PROMPT: Include the line containing "Annotation task. Give me a JSON index of the page" and all lines before it, repeated exactly from the listing below, without pictures.

INPUT DATA:
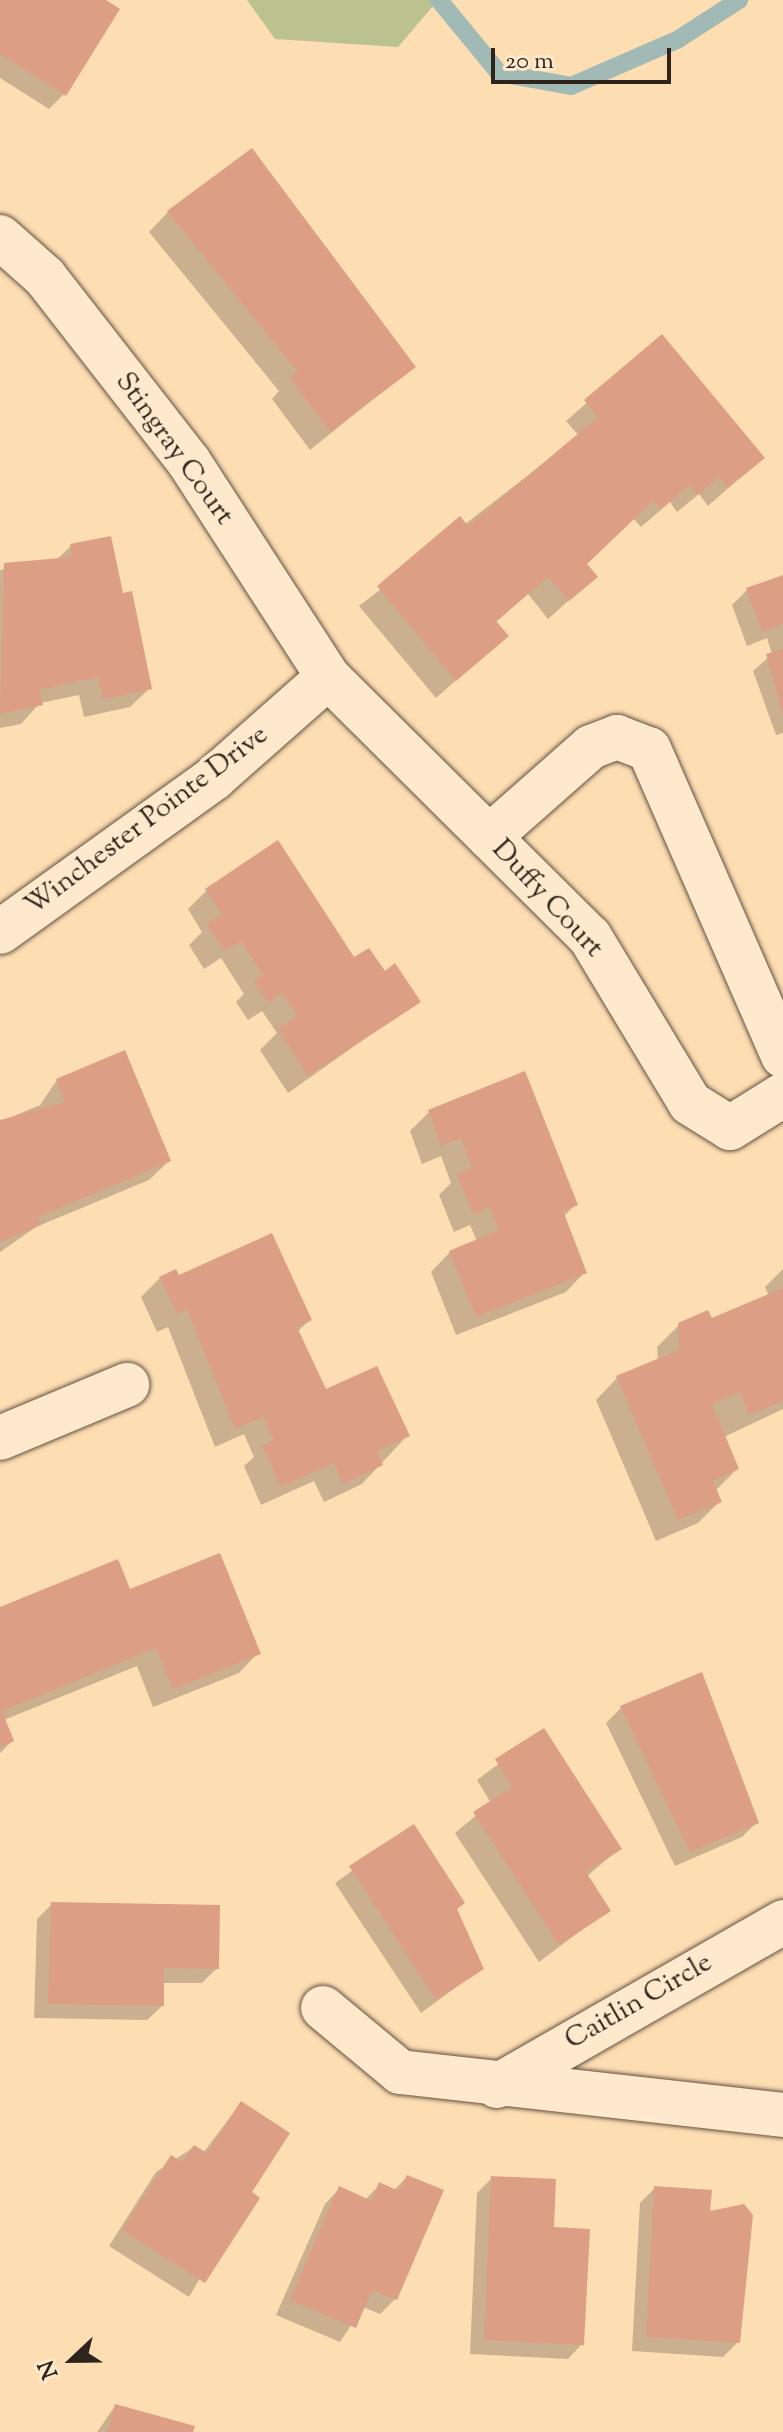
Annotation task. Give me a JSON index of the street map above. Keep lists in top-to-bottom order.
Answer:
{
  "streets": {
    "street": [
      "Stingray Court",
      "Winchester Pointe Drive",
      "Duffy Court",
      "Caitlin Circle"
    ]
  },
  "crossings": [
    ["Stingray Court", "Winchester Pointe Drive"],
    ["Stingray Court", "Duffy Court"],
    ["Winchester Pointe Drive", "Duffy Court"]
  ],
  "scale_bar": "20 m",
  "north": "left"
}
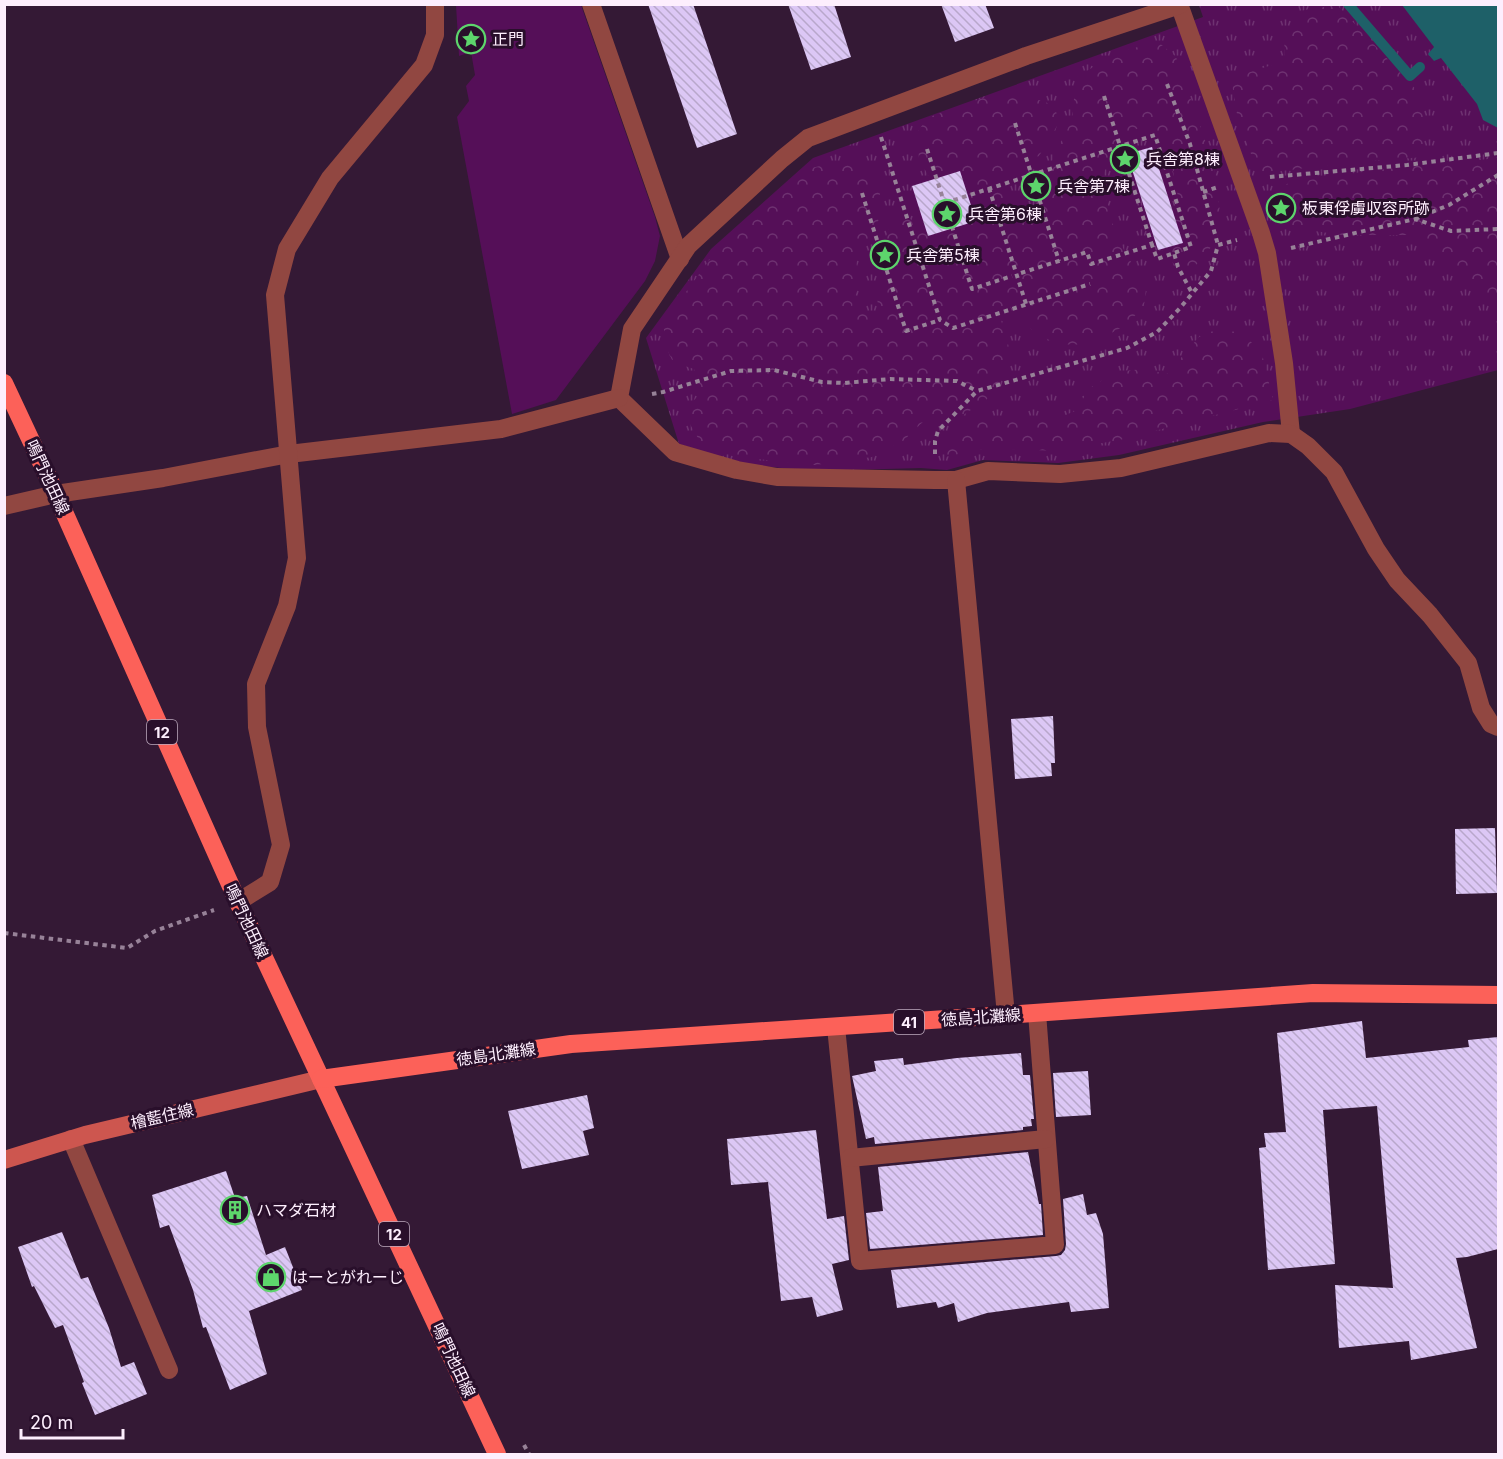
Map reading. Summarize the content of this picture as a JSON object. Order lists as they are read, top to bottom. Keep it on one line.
{"streets":{"main road":["鳴門池田線","12","徳島北灘線","41","檜藍住線"]},"crossings":[["鳴門池田線","徳島北灘線"],["鳴門池田線","檜藍住線"],["徳島北灘線","檜藍住線"]],"places":{"place":["正門","兵舎第8棟","兵舎第7棟","板東俘虜収容所跡","兵舎第6棟","兵舎第5棟"],"building":["ハマダ石材"],"shop":["はーとがれーじ"]},"scale_bar":"20 m"}
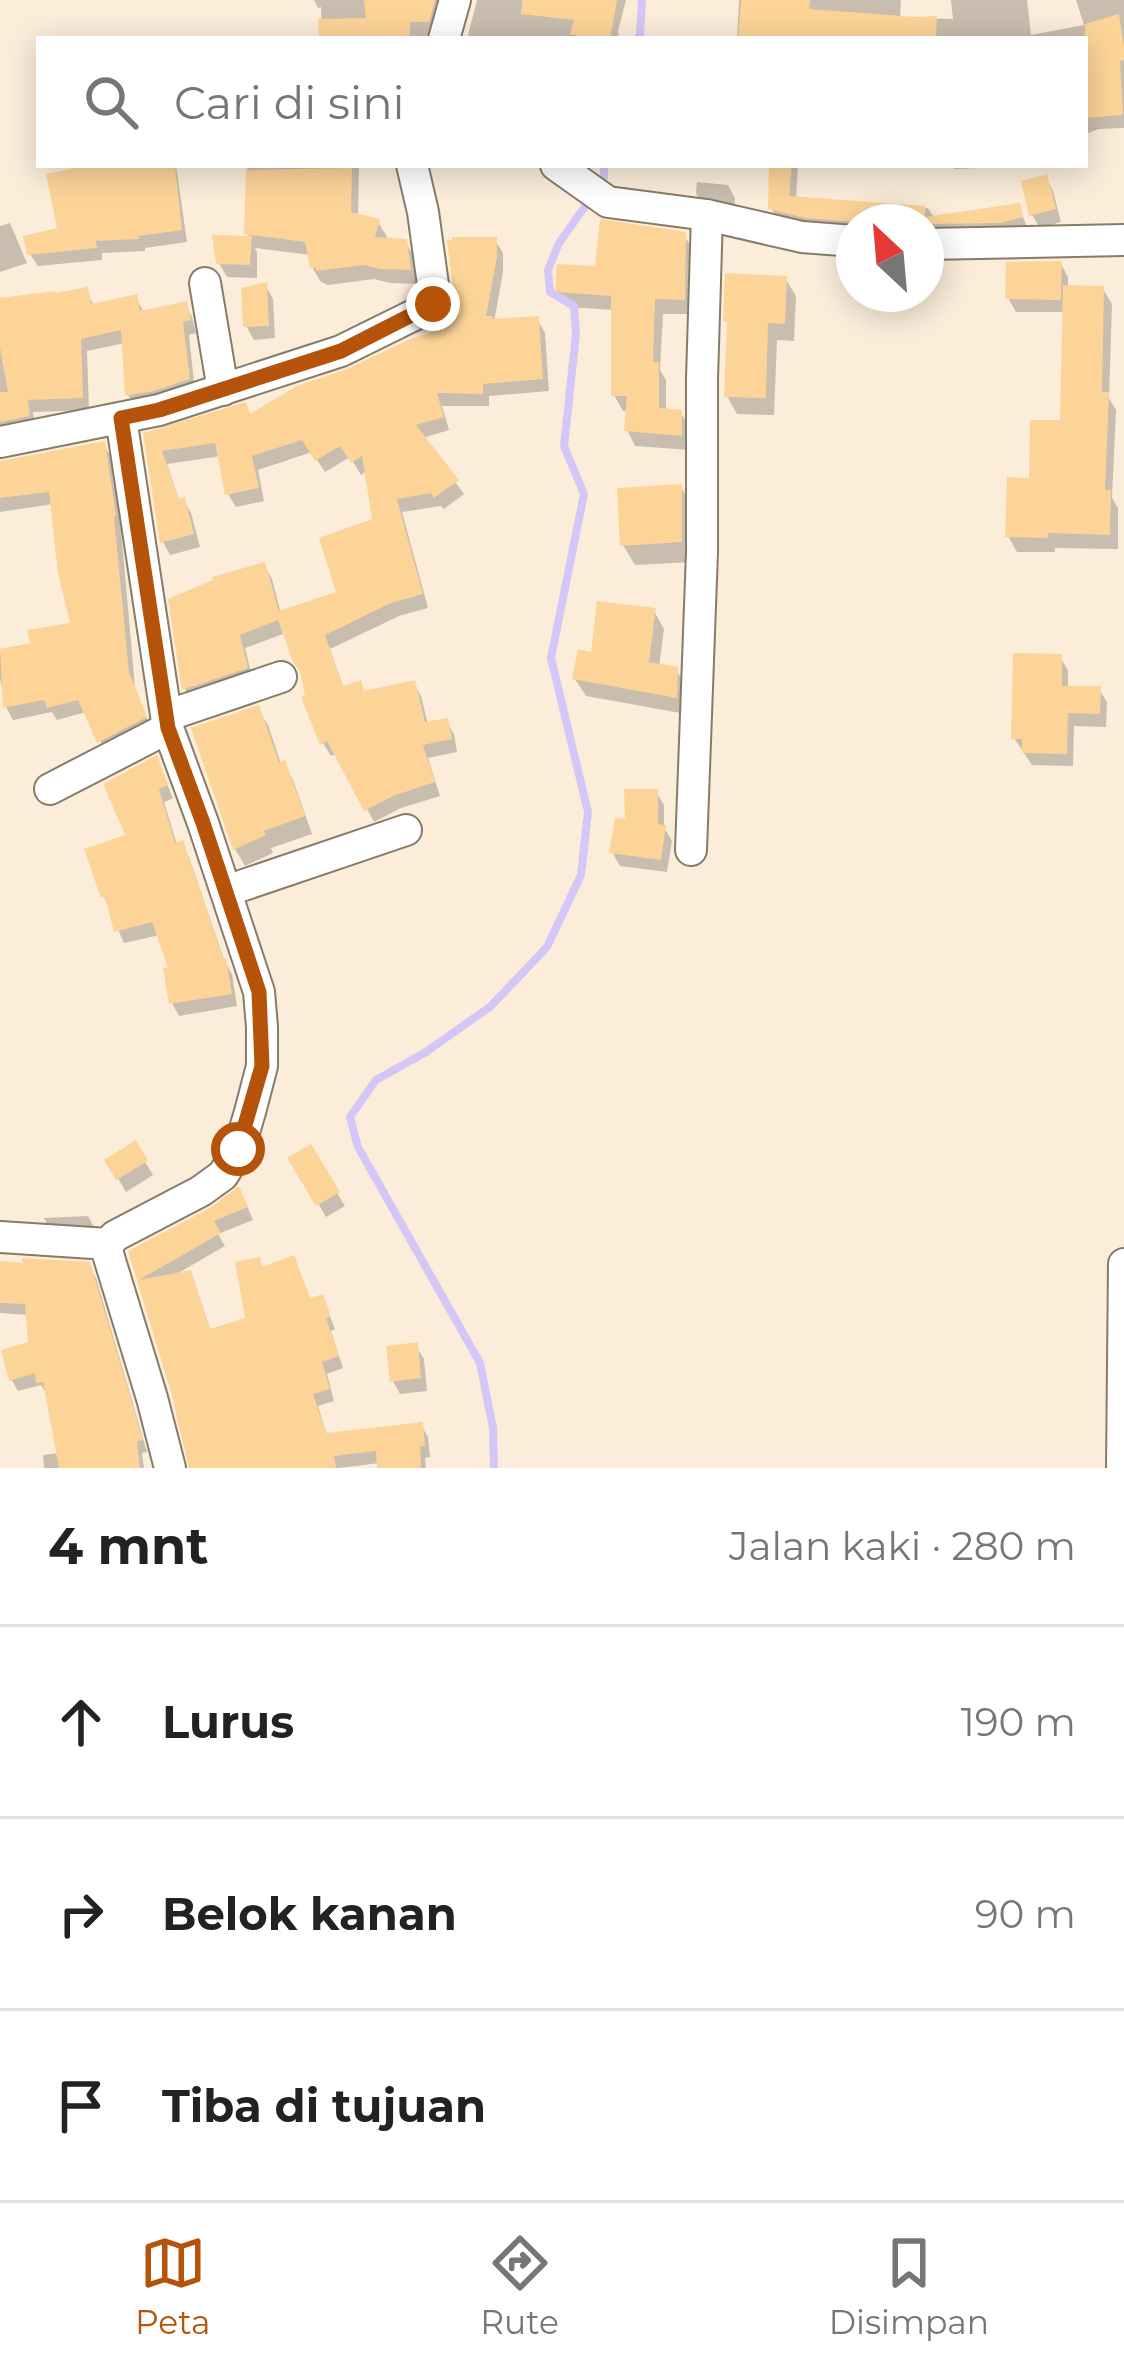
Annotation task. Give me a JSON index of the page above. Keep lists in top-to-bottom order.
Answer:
{
  "north": "top left",
  "page": {
    "search": "Cari di sini",
    "heading": ["4 mnt", "Jalan kaki · 280 m"],
    "list": [
      ["Lurus", "190 m"],
      ["Belok kanan", "90 m"],
      "Tiba di tujuan"
    ],
    "nav": ["Peta", "Rute", "Disimpan"]
  }
}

SOLUTION:
Annotation task. Give me a JSON index of the street map above. Keep lists in top-to-bottom order.
Answer:
{
  "streets": {
    "street": [
      "Stingray Court",
      "Winchester Pointe Drive",
      "Duffy Court",
      "Caitlin Circle"
    ]
  },
  "crossings": [
    ["Stingray Court", "Winchester Pointe Drive"],
    ["Stingray Court", "Duffy Court"],
    ["Winchester Pointe Drive", "Duffy Court"]
  ],
  "scale_bar": "20 m",
  "north": "left"
}
Map reading. Summarize the content of this picture as a JSON object. Order lists as they are read, top to bottom. Keep it on one line.
{"streets":{"main road":["鳴門池田線","12","徳島北灘線","41","檜藍住線"]},"crossings":[["鳴門池田線","徳島北灘線"],["鳴門池田線","檜藍住線"],["徳島北灘線","檜藍住線"]],"places":{"place":["正門","兵舎第8棟","兵舎第7棟","板東俘虜収容所跡","兵舎第6棟","兵舎第5棟"],"building":["ハマダ石材"],"shop":["はーとがれーじ"]},"scale_bar":"20 m"}
Annotation task. Give me a JSON index of the page above. Keep lists in top-to-bottom order.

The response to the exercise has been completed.